My roomate has a problem with his hard drive so I thought I's ask the experts what they think is the problem.
He has a raptor 36gb drive (works fine) and a 250gb (WD I think) drive that doesn't work.
When I unplug and plug it back, it is detected in the bios, and windows boots up correctly. I can then access the data on the HD for about 5-10 minutes...after which the computer reboots. After the computer reboots, the HD is not detected in the bios, and I cannot see it in windows.
My theory is that there's a hardware problem (overheating maybe?) and the computer restarts to prevent the HD from frying. If it was a bad sector or a corruption of the indexes on the HD, I wouldn't be able to browse the files for the 5-10 minutes...
Let me get this straight, you're just sitting there in Windows Explorer, no games or anything intensive running, and 10 minutes is enough to cause trouble? Doesn't sound like overheating to me. What kind of CPU, PSU, case, video card do you have?
Yeah, the system shouldn't reboot if a drive is overheating, unless it's getting so hot that it's increasing the temp of the cpu or chipset. If it's XP then it's possible the drive is causing windows to crash and it may be set up to reboot on crashes. I think you can check that in some of the advanced settings when you go into the properties of "My Computer". Anyway, I have seen failing drives bsod in xp. Try doing a scandisk and mark bad sectors, most likely it will want to do it during boot-up so it may be able to complete.
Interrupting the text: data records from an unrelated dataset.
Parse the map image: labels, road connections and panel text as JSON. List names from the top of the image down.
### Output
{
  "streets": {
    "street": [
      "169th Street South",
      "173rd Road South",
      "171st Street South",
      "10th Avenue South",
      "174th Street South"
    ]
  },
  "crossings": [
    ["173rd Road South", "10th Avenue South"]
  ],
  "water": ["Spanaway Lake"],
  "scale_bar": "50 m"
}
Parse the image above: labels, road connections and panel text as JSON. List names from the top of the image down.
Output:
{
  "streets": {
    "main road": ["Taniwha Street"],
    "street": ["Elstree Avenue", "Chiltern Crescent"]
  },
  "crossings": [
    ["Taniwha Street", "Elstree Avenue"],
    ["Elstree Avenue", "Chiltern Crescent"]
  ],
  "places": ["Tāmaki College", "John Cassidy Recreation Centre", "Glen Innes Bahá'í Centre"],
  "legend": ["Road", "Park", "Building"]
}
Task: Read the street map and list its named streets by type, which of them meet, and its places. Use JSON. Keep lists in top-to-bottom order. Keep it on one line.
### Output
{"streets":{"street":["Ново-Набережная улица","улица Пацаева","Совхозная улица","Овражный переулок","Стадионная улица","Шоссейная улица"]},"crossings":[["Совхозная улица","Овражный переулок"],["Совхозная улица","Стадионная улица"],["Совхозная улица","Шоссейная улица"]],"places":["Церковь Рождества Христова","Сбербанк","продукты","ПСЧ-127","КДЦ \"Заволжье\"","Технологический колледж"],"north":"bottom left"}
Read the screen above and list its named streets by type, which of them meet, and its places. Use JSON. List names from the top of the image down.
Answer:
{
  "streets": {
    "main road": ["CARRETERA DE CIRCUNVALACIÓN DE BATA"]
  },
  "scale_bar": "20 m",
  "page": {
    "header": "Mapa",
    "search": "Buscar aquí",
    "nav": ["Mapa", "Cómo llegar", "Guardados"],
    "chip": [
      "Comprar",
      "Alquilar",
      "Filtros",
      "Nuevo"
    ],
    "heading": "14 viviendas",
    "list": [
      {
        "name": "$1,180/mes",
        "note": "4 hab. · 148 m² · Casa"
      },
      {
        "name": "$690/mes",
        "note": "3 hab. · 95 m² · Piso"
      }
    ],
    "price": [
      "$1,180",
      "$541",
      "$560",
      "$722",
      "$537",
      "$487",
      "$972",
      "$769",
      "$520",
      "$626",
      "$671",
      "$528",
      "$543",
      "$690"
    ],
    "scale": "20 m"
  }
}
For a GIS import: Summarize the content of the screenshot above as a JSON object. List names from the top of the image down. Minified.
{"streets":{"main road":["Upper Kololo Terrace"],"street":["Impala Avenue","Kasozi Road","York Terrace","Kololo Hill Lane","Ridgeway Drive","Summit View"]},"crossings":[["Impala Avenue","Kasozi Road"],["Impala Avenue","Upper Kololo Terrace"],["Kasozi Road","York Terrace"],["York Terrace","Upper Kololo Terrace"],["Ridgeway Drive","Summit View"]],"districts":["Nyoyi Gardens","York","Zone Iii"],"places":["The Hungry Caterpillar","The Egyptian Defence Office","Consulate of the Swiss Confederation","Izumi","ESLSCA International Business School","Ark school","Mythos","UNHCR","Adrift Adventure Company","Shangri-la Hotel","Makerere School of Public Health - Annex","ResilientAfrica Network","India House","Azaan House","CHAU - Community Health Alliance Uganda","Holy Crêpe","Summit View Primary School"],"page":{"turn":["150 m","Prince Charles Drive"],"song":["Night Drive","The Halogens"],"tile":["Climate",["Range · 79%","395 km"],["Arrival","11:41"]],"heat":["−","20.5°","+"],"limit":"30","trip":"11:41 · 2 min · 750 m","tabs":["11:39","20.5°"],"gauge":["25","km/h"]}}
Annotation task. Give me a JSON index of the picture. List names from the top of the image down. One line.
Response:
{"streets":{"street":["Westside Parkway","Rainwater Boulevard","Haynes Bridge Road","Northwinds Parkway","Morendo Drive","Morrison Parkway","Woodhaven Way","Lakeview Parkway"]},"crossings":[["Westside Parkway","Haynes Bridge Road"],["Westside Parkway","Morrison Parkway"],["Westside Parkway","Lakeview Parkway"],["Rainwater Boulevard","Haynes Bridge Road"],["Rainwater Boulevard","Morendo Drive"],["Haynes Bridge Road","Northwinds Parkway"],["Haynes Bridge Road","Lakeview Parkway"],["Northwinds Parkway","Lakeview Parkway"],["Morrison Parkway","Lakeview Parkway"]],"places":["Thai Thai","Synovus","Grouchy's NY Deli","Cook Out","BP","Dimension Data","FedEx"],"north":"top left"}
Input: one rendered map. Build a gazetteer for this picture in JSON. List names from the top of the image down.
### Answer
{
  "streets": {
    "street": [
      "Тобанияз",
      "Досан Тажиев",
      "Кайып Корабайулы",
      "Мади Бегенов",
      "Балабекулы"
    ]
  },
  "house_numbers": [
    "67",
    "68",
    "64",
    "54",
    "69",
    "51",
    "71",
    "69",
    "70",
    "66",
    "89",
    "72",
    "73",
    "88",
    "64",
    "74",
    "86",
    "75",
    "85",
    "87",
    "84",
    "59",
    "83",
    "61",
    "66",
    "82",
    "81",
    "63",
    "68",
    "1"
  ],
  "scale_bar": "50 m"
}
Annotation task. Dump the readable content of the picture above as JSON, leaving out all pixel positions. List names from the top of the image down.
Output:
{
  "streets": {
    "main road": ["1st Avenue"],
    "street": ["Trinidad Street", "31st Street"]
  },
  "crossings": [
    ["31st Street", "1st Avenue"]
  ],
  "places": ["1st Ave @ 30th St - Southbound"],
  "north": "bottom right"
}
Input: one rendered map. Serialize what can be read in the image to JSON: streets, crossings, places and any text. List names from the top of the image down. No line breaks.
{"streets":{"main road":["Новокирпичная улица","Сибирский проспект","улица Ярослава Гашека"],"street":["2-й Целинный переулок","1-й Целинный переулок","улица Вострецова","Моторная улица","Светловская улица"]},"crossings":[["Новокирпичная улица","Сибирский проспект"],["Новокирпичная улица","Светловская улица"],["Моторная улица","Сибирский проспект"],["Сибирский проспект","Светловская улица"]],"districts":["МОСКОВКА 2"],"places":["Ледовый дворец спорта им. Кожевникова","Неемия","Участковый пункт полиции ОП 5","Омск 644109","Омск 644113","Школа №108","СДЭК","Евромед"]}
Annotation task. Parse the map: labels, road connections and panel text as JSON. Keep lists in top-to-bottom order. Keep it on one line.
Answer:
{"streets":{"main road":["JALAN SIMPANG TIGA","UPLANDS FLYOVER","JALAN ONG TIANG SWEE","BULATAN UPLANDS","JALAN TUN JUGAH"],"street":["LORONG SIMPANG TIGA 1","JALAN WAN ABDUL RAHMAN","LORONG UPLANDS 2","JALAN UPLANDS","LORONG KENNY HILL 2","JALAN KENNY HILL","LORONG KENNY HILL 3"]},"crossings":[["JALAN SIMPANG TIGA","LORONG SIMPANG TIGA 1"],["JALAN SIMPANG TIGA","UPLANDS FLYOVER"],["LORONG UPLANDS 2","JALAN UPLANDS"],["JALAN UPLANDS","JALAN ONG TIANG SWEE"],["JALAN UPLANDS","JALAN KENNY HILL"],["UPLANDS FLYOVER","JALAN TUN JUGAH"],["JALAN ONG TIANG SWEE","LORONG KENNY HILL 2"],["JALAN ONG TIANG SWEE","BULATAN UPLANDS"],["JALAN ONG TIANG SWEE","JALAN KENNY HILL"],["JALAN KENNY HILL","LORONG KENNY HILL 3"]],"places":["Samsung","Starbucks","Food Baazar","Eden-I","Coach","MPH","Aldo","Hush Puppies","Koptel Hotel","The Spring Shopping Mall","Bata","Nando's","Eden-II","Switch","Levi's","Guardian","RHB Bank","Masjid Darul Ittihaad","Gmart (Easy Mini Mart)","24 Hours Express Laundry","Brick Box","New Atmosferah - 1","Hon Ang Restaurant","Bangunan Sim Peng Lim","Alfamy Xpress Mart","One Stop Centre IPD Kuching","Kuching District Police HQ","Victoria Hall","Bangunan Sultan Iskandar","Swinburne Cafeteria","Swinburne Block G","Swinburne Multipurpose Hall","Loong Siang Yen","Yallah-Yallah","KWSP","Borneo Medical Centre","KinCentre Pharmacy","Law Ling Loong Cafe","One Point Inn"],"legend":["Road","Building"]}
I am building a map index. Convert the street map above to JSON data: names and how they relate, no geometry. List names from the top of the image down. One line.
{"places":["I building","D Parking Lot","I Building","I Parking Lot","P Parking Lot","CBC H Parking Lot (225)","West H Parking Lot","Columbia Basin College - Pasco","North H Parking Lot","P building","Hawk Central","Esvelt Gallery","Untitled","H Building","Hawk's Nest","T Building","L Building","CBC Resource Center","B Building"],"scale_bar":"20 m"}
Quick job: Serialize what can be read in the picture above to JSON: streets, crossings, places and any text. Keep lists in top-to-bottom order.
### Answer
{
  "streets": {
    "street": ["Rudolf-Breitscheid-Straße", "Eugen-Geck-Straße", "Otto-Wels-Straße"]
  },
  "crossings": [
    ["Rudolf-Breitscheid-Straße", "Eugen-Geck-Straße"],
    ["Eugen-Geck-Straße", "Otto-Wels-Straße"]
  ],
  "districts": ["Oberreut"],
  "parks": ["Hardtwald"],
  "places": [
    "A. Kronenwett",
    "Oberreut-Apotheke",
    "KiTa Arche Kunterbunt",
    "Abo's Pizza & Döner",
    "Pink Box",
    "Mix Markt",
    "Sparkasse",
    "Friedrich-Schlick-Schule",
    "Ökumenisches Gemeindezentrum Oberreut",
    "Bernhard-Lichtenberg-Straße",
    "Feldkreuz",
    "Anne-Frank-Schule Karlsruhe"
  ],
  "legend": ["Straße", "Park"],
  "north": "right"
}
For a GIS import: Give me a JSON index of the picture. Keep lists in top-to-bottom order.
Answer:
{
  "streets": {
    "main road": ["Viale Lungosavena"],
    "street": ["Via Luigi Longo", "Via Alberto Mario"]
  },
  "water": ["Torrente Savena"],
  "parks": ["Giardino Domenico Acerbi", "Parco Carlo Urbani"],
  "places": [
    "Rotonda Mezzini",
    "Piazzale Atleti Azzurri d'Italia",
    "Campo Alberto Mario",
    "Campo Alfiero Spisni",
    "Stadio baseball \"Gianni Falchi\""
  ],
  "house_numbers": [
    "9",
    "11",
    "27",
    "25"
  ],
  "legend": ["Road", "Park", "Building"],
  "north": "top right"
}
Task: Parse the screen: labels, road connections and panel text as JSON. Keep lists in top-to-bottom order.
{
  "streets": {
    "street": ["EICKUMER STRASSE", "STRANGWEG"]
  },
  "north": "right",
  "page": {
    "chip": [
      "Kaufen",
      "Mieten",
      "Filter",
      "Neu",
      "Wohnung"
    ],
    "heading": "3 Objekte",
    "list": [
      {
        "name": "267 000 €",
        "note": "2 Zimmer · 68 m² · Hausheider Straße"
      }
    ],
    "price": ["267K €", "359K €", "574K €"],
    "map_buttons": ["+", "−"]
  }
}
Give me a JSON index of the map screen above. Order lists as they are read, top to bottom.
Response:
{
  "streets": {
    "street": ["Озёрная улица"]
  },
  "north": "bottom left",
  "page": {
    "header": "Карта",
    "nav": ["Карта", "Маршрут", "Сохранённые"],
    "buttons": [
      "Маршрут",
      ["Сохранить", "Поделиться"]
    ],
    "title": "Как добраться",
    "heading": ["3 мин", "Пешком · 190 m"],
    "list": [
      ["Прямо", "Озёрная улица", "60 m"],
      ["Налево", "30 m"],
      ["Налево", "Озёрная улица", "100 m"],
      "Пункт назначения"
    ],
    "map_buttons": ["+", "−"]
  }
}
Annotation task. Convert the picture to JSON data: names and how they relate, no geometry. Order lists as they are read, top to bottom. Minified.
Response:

If you're using XP: Right click My Computer, properties, Advanced, Settings (under Startup and recovery), make sure "Automatically restart" is NOT checked. For Vista I think it's similar, I just don't have a Vista PC handy right now to check. I'm on XP 64, but I think it doesn't matter.
Next time you get a reboot you might get a BSOD first, and it will wait for you to read it. It might give you some file name (say, whatever driver blows up), or some code you can Google.
None that I know of. However, 10 minutes should still be pretty good. These tools start by reading the more important parts of the disk (MBR, FAT, whatever), and you might get something useful right in the first minute.